_Supplied data_
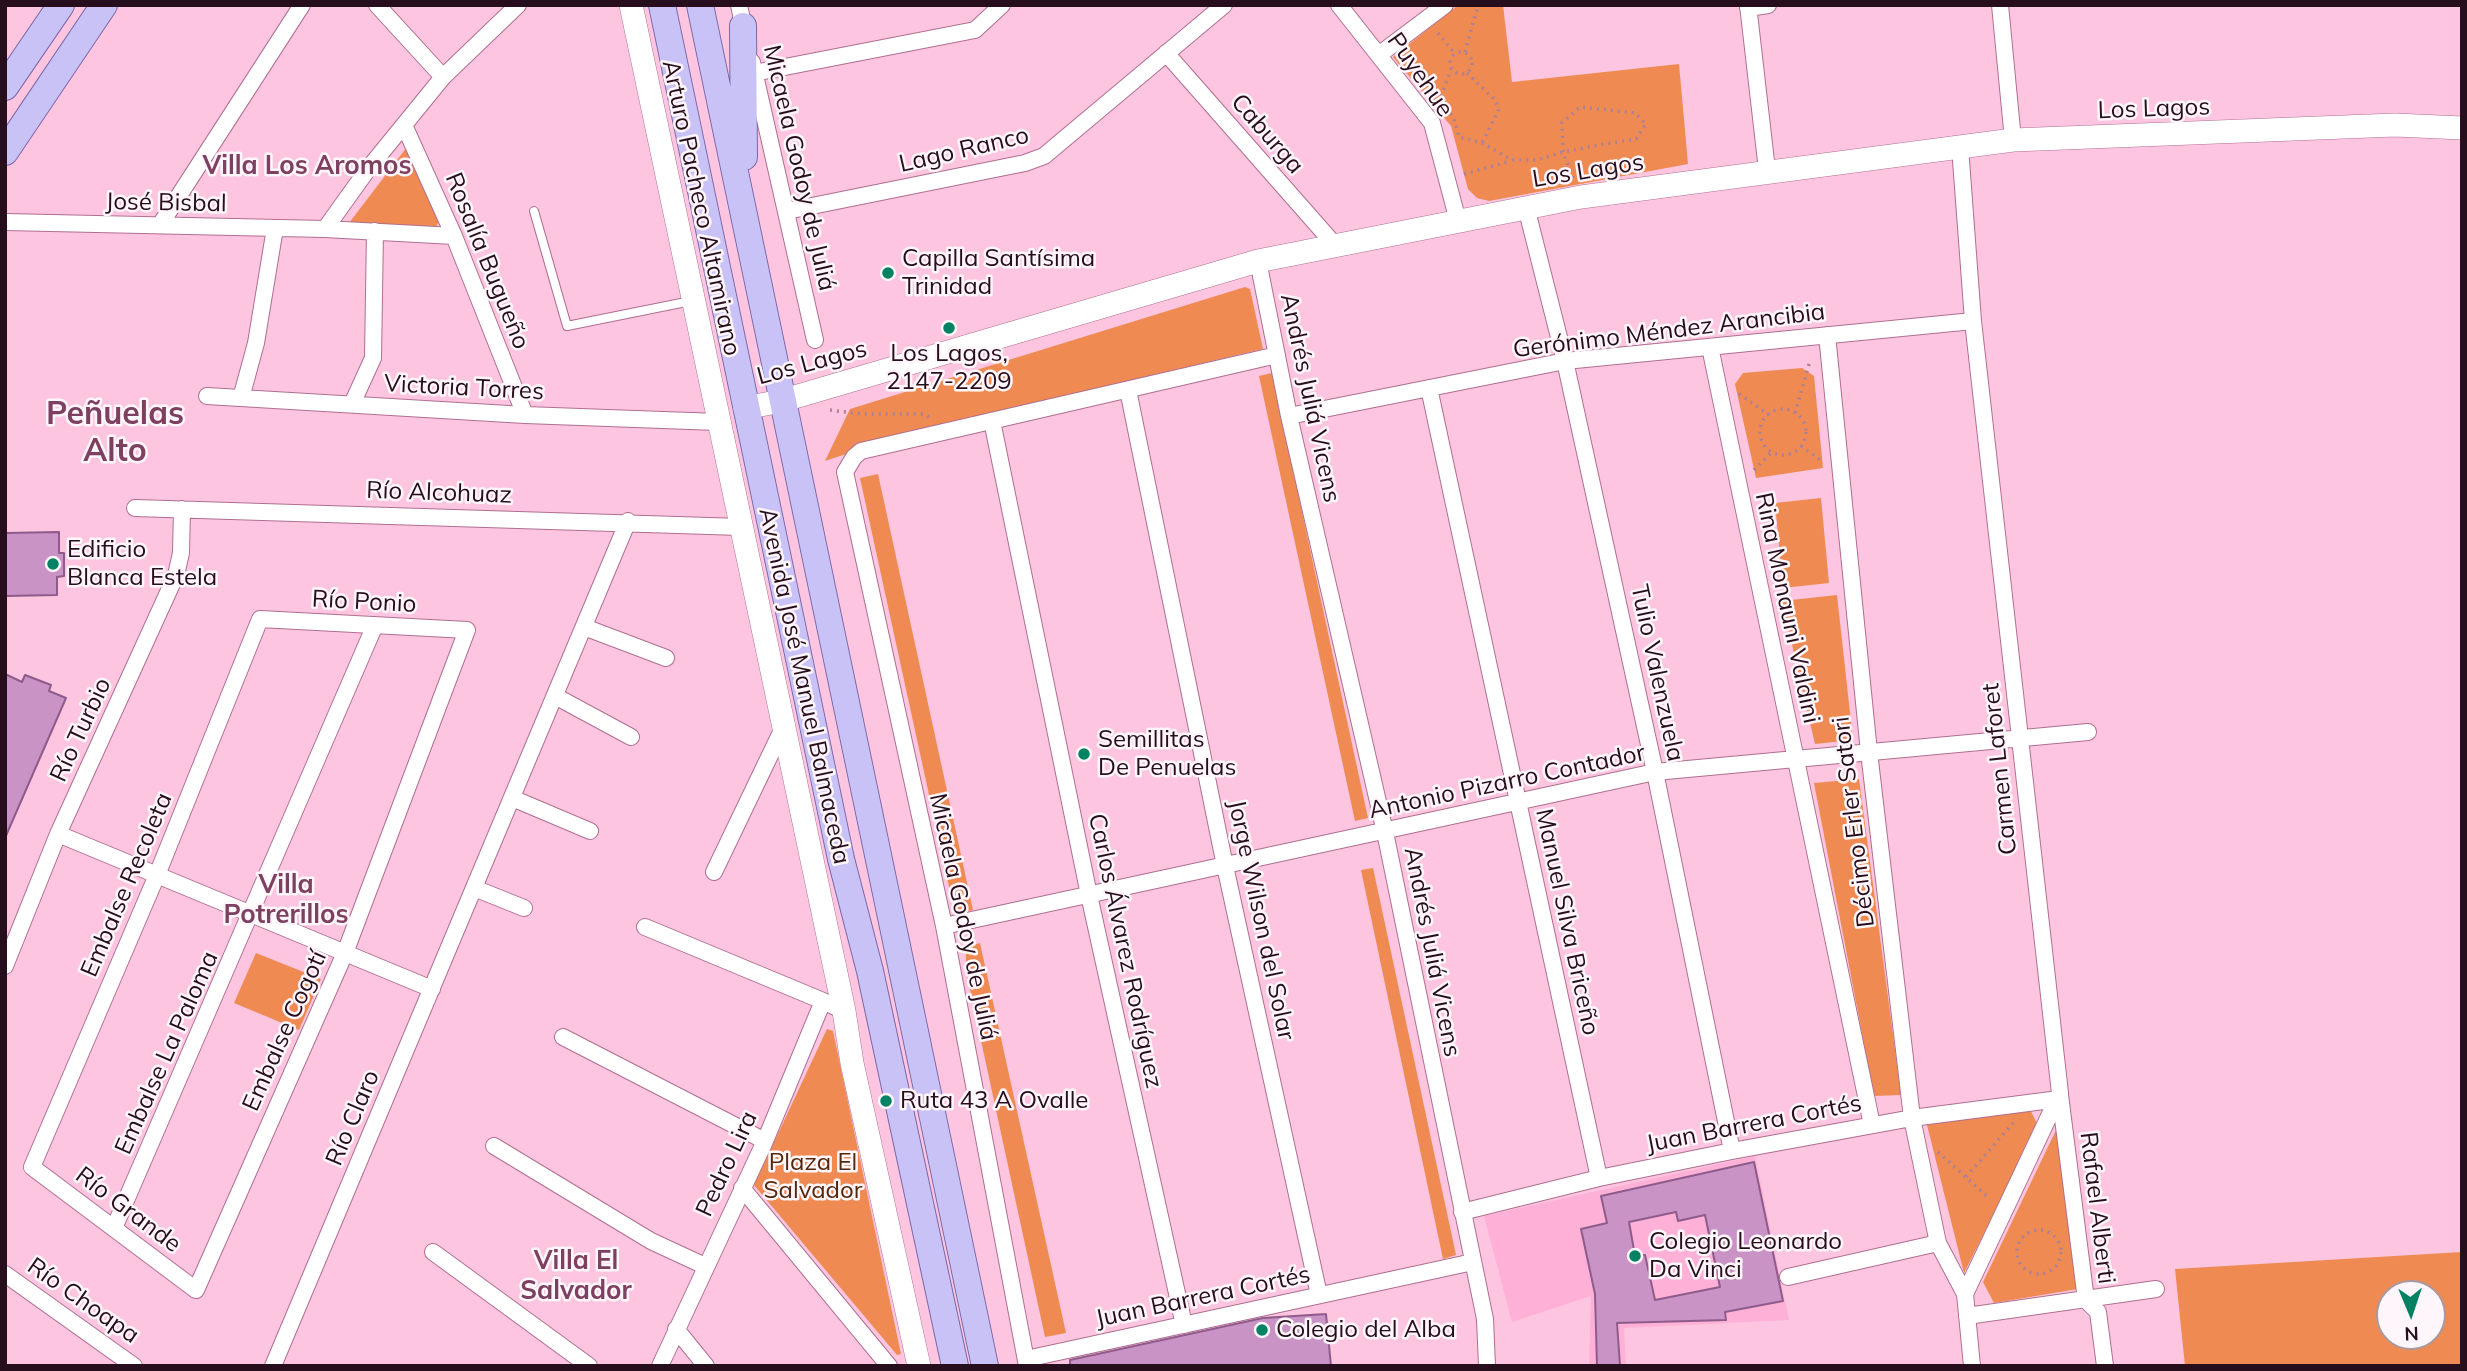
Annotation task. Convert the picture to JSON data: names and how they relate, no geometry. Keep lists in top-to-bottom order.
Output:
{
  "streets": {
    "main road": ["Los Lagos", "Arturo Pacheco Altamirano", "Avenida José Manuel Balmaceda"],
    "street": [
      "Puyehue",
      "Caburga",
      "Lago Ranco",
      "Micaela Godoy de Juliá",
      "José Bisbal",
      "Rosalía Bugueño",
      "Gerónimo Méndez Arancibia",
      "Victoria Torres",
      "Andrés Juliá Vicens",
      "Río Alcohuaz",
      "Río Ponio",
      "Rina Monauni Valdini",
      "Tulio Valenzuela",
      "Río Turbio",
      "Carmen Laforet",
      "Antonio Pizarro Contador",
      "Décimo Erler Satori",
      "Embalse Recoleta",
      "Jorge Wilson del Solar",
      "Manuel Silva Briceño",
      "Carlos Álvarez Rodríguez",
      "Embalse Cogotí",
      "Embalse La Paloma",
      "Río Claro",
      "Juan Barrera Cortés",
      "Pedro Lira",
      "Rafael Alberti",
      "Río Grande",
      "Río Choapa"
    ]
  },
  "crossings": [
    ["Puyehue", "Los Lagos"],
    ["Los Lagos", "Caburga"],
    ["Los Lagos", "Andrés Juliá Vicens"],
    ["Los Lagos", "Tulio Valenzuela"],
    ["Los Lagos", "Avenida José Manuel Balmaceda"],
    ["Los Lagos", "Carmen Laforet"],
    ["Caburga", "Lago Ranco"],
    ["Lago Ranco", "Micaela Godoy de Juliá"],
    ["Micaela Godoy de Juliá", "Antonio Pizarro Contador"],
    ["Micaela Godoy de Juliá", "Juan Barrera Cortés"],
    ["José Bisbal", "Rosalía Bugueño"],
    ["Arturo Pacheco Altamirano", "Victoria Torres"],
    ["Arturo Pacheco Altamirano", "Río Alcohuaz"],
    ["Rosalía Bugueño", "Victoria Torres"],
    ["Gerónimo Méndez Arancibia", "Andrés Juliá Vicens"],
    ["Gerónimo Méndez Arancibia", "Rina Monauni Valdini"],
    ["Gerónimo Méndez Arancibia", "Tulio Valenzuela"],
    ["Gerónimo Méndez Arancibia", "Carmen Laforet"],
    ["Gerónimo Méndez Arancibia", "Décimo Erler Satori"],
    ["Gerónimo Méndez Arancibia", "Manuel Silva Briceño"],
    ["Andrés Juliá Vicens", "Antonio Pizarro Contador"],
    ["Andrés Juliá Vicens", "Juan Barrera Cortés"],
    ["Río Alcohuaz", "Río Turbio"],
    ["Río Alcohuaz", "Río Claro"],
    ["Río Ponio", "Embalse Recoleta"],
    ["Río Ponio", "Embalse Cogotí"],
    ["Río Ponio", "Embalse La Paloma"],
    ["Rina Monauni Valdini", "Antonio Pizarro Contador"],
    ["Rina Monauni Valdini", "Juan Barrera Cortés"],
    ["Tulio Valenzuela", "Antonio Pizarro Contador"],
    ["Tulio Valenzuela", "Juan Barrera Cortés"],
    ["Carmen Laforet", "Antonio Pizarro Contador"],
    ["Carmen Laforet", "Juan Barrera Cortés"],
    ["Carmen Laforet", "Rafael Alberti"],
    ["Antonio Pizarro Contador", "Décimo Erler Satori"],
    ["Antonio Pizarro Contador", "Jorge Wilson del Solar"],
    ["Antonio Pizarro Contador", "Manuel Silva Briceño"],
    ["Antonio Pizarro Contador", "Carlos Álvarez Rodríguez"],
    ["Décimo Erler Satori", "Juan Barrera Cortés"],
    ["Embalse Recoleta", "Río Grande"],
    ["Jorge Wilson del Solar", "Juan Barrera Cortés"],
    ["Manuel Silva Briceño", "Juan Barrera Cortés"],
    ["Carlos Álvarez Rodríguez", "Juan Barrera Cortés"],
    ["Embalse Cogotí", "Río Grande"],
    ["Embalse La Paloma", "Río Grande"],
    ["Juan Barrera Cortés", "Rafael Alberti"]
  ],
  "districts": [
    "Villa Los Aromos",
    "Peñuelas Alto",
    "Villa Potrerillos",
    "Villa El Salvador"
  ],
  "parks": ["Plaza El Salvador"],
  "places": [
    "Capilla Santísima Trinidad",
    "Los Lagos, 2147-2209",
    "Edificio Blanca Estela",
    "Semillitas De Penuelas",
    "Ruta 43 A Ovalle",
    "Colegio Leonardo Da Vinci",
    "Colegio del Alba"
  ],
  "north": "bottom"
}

_Task to complete_
Only the lines holding the word "Grande" belong in the answer; copy them from the listing above.

_Response area_
      "Río Grande",
    ["Embalse Recoleta", "Río Grande"],
    ["Embalse Cogotí", "Río Grande"],
    ["Embalse La Paloma", "Río Grande"],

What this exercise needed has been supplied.